[Start of section]

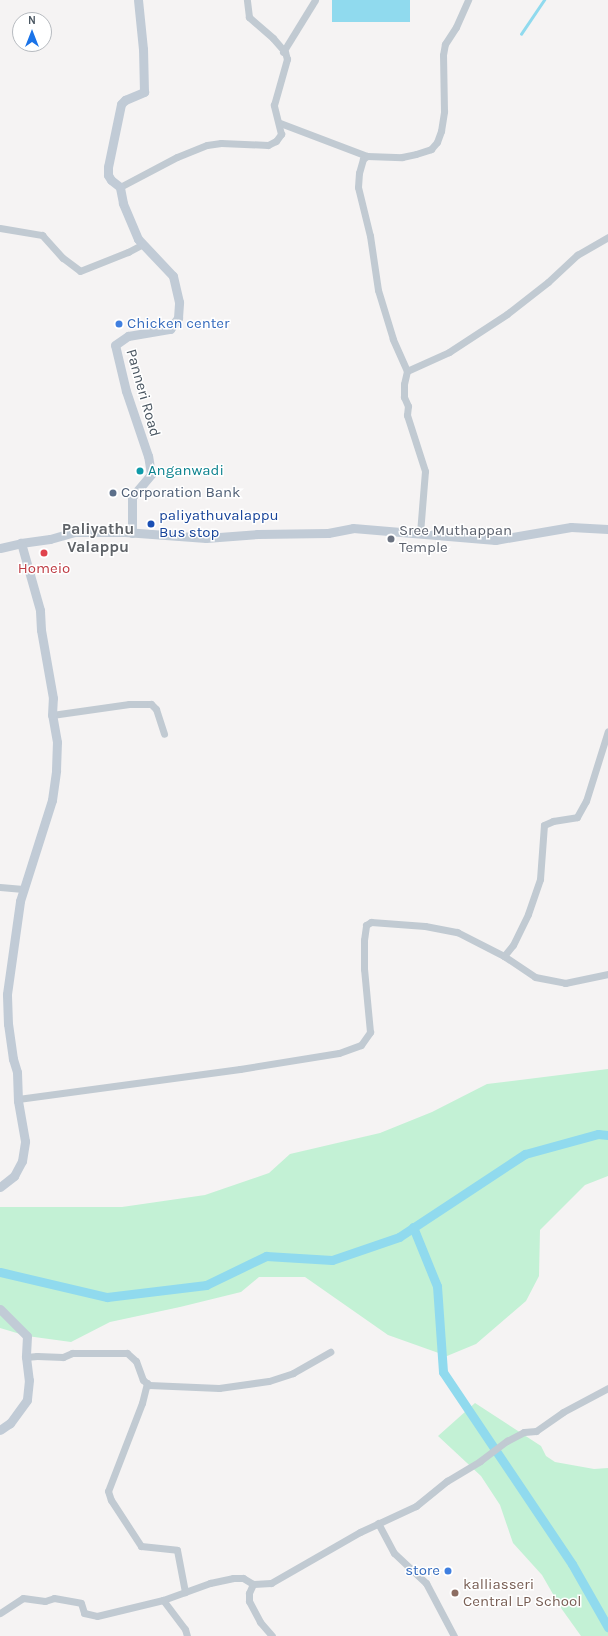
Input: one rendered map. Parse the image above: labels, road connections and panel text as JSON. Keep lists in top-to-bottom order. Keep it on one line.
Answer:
{"streets":{"main road":["Panneri Road"]},"districts":["Paliyathu Valappu"],"places":["Chicken center","Anganwadi","Corporation Bank","paliyathuvalappu Bus stop","Sree Muthappan Temple","Homeio","store","kalliasseri Central LP School"],"north":"top"}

[End of section]

• **Exercise prompt**
Output the data exactly as it is, with the pictures dropped.

• **Your solution**
Input: one rendered map. Parse the image above: labels, road connections and panel text as JSON. Keep lists in top-to-bottom order. Keep it on one line.
Answer:
{"streets":{"main road":["Panneri Road"]},"districts":["Paliyathu Valappu"],"places":["Chicken center","Anganwadi","Corporation Bank","paliyathuvalappu Bus stop","Sree Muthappan Temple","Homeio","store","kalliasseri Central LP School"],"north":"top"}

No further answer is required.